“We are the pioneers in the field of electronic banking among the local private sector commercial banks here and the launching of our telebanking service is in keeping with this tradition”, says Kumar Weerasuriya, Sampath Bank’s Assistant General Manager,
Operations and Marketing.
The bank’s telebanking facility was launched on August 24 this year to provide their customers with a more convenient way of transacting business.
Sampath Bank’s Assistant Marketing Manager, Susan Bandara detailed its advantages.
Today most customers especially busy businessmen want a quick and hassle-free way to carry on their day-to-day banking transactions and avoid the time spent in travelling. And telebanking is the easiest, quickest and by far the best, he says.

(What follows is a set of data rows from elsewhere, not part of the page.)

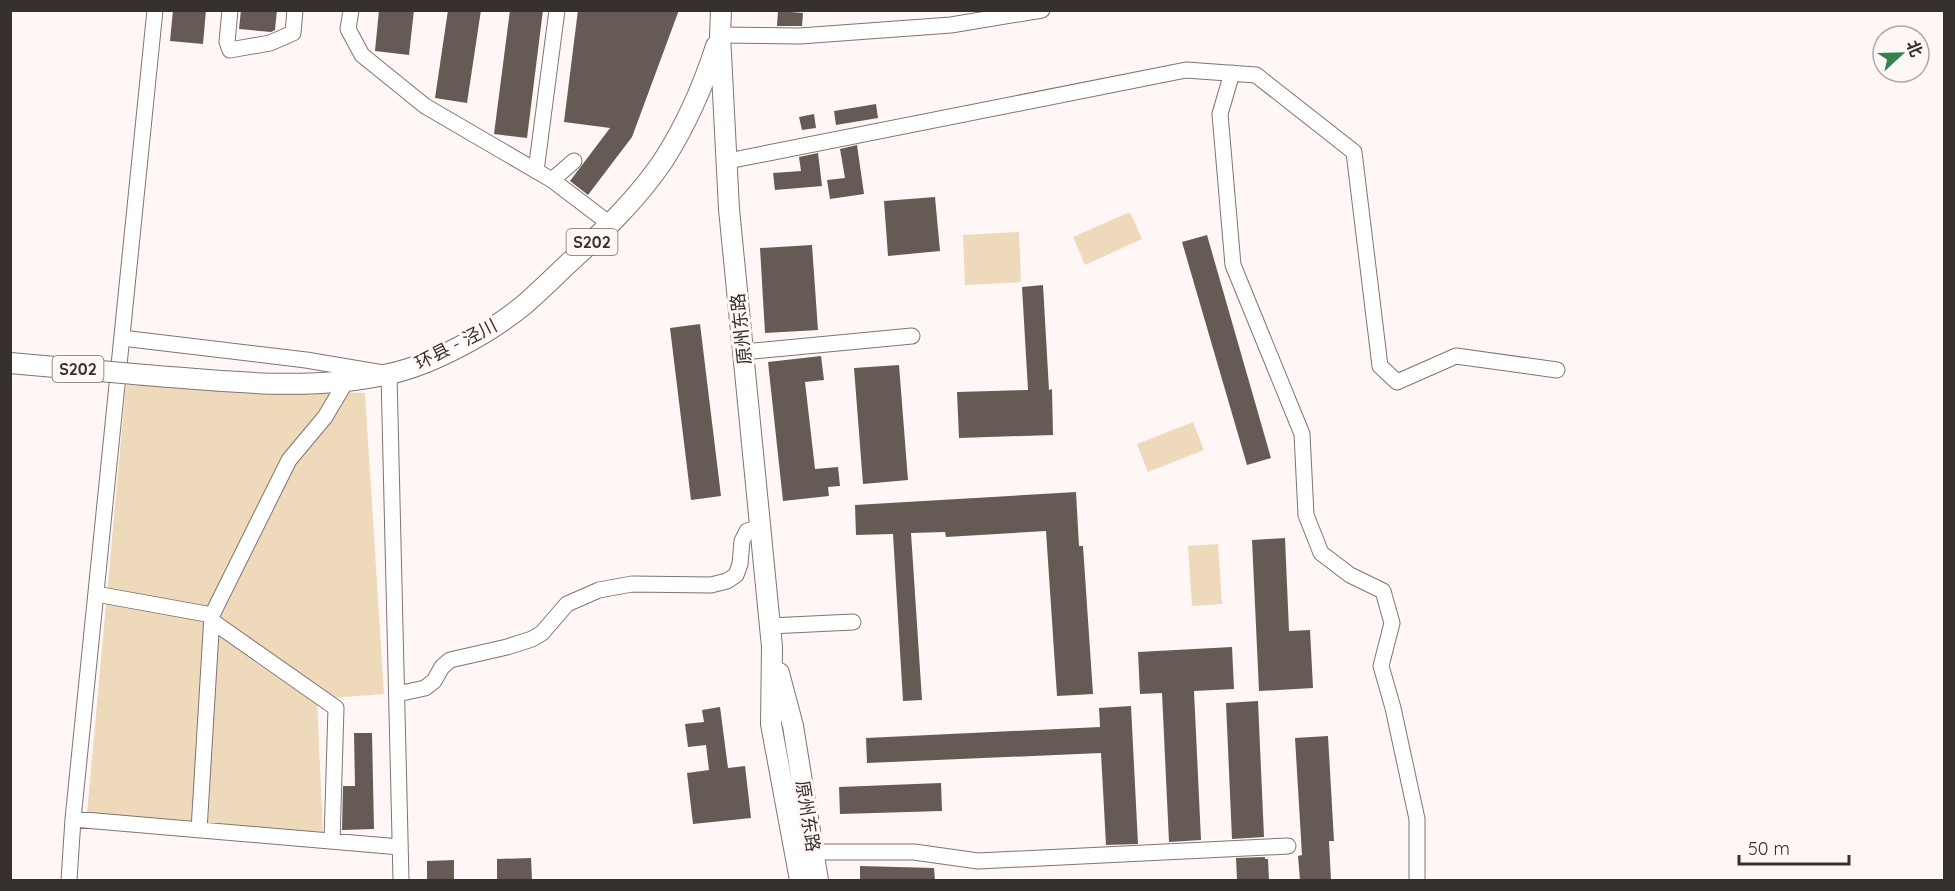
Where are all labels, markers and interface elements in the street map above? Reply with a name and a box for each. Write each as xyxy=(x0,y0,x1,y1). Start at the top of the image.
north arrow xyxy=(1871,24,1931,84)
text: 北 xyxy=(1903,37,1927,60)
road number: S202 xyxy=(566,229,618,255)
street label: 原州东路 xyxy=(726,292,756,366)
street label: 环县 - 泾川 xyxy=(411,314,501,374)
road number: S202 xyxy=(52,356,104,382)
street label: 原州东路 xyxy=(791,779,825,853)
scale bar xyxy=(1739,828,1848,866)
text: 50 m xyxy=(1748,837,1790,860)

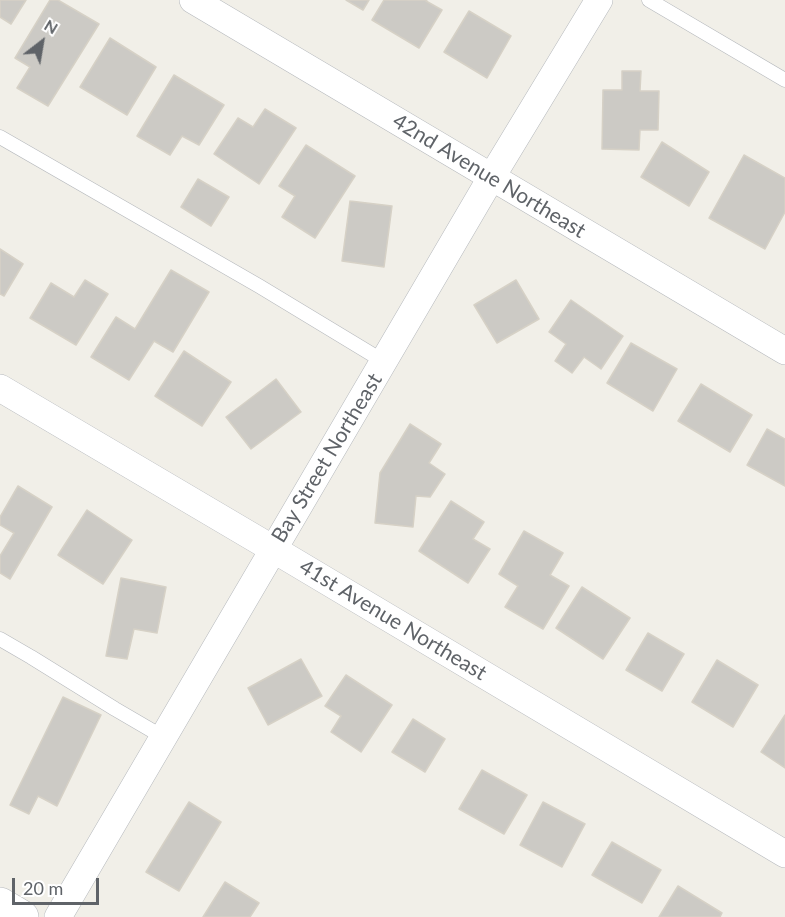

A customer could use both his mobile or landphone to avail himself of this service.
Among the many advantages of telebanking is that, a customer can transfer his account from one to another. For example, from a savings account to a current account or vice versa. Or he can request a transfer of funds to accounts at other banks, settle Master Card payments, order new cheque. books, stop payment of a cheque, inquire the status of a cheque paid/ unpaid, obtain his bank statements by fax or mail or even report the loss of a Sampath Electronic Teller (SET) card.
The bank’s efforts to make things convenient for its customers is so great that even the figures of the telebanking dialling number have been arranged in ascending order 345678, so that it would be easy for them to remember that number. The service is in both English and Sinhala.
Non-customers also have access to some of our facilities, like obtaining the current exchange or interest rates via our telebanking service, says Bandara.
He said at the time of launching this service, there were not many customers but “today the number has exceeded our expectations.”
Sampath Bank which launched its SET cards facility seven years ago, has currently 240,000 users and “we believe telebanking will be as successful”, said Bandara.
The bank was rated the best commercial bank in Sri Lanka for 1996 by Asiamoney.
Quoting from that magazine, Bandara said: “Sampath Bank is the most technologically advanced bank in Sri Lanka. Sampath’s sophisticated computer system enables deposits to be better utilised and funding costs to be held down. The bank has the lowest cost-to- income ratio among the local commercial banks at 49 percent. The bank is also strongly capitalised with a BIS ratio of 14.7 percent- comfortably exceeding the BIS risk-weighted capital ratio of 5 percent, enabling new loan growth to continue.”